Tight coordination of the health IT program with provider payment reform

The advance of health IT and payment reform should be executed in close coordination, with each aiding the other. The quality metrics desired by Medicare to power payment reform should directly inform the definition of “meaningful use.” In turn, the data collected via the spread of “meaningfully used” health IT should help power the development and refinement of reformed payment models.

A strong public commitment to and progress toward payment reform should help cement the business case for health IT adoption and “meaningful use.” Congress can facilitate the coordination of Medicare payment reform and the HITECH program by formally recognizing the linkage between the two and asking for periodic reports on their integration and joint execution. The combination of the two programs is significantly more likely to help spur care delivery innovation and health improvement than either will separately.

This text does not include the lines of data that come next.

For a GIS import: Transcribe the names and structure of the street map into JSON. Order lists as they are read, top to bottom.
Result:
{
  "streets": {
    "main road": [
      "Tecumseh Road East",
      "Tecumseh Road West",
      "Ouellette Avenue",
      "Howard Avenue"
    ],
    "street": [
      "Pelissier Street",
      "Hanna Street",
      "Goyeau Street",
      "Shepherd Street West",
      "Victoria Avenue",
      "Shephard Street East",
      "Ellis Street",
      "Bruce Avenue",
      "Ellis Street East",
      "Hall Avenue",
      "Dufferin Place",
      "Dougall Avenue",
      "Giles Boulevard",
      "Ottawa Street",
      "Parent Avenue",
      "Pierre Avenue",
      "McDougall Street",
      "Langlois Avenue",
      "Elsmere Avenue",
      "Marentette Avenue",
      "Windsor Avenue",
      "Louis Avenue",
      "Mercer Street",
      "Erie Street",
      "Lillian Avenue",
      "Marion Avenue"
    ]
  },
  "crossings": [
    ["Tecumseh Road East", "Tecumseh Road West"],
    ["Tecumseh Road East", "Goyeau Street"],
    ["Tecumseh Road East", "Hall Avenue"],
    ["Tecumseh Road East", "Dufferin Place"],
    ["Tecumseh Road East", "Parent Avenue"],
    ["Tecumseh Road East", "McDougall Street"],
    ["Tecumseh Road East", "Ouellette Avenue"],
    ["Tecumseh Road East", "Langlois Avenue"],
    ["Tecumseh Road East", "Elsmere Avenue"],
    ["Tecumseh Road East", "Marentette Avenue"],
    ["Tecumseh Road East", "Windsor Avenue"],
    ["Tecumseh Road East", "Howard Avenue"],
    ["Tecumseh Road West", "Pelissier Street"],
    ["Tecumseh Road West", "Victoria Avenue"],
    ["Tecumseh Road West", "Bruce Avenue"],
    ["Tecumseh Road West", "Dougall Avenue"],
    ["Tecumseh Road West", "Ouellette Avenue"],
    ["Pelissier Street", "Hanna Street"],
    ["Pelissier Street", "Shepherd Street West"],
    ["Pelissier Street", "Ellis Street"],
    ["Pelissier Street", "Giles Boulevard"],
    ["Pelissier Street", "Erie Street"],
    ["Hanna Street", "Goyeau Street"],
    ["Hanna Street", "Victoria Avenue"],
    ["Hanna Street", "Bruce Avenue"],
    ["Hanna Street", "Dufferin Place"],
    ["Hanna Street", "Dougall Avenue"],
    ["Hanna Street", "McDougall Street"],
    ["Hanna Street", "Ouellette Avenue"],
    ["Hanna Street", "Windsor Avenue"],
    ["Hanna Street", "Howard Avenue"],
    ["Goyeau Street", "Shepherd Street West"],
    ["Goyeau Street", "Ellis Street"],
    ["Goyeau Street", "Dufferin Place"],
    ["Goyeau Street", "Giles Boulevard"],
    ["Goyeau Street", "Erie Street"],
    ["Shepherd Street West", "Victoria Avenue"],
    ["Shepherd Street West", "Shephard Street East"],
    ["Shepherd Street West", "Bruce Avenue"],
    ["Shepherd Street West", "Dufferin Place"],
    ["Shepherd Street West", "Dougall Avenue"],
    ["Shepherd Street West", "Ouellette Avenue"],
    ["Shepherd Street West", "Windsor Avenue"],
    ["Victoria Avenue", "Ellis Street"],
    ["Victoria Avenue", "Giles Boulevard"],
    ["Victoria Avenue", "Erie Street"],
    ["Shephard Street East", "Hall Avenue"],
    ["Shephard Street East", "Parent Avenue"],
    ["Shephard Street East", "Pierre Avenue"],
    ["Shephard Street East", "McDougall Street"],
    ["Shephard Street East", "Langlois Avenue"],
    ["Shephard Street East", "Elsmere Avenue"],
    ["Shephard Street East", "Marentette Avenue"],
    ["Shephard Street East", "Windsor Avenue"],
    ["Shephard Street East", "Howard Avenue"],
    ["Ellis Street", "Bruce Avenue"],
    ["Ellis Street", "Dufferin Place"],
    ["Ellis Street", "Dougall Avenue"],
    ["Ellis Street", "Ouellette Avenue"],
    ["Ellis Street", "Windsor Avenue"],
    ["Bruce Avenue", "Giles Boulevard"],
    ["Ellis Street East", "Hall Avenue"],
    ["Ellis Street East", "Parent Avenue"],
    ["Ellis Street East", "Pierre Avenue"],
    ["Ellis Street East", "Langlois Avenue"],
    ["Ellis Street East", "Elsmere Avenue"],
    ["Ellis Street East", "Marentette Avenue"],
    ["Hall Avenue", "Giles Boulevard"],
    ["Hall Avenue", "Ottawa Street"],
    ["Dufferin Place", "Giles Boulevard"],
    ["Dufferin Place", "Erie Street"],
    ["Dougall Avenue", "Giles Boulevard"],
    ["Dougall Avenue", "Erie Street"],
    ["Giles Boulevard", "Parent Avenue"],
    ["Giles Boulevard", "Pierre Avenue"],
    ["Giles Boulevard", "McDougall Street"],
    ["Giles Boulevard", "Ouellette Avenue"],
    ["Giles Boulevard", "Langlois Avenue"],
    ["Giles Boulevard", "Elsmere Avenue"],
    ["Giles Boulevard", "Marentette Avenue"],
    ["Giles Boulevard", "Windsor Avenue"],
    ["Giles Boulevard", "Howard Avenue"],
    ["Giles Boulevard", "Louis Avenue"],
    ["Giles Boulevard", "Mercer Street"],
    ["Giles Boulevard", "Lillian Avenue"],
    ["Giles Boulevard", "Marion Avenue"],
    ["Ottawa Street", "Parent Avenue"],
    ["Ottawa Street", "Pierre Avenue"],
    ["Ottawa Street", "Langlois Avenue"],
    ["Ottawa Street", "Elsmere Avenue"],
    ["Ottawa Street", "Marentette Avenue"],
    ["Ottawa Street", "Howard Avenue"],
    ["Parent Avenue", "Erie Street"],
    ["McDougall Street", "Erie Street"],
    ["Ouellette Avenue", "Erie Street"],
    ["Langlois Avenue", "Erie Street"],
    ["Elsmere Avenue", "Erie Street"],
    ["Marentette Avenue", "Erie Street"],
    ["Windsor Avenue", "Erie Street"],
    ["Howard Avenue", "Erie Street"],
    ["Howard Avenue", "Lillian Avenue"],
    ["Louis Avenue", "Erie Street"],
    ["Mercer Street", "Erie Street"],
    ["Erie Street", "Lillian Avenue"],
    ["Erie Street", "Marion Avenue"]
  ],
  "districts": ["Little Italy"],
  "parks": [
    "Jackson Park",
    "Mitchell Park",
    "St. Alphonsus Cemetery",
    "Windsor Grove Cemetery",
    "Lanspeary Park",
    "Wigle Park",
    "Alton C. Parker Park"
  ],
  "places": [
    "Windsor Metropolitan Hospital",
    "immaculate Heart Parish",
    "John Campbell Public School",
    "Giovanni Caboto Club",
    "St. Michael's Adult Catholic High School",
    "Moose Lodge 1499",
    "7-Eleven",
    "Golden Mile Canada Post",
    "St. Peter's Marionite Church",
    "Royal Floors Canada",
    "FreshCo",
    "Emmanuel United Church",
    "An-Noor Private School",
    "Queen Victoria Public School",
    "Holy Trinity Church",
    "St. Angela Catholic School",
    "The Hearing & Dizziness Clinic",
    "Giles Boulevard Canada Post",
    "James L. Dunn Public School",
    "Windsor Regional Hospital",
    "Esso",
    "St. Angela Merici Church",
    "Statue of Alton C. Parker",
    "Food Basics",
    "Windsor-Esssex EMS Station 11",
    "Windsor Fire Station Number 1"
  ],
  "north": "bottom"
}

The HITECH program offers our country a remarkable opportunity to utilize health IT to significantly accelerate the reform of our health care system. In the pages that follow, we will detail why health IT adoption, care delivery innovation, and payment reform must proceed hand in hand. We will discuss how health IT can concretely be harnessed to power significant improvements in preventive care, chronic disease management, care coordination, e-care, and knowledge-based medication management. And we will present the recommendations outlined in this introduction and summary in more depth.

We are confident that when you reach our concluding remarks you will agree that a golden opportunity now lies before Congress, the president and the American people to reform our health care system for the better and for the long term—through a “virtuous cycle” of health IT adoption, care delivery innovation, and payment reform.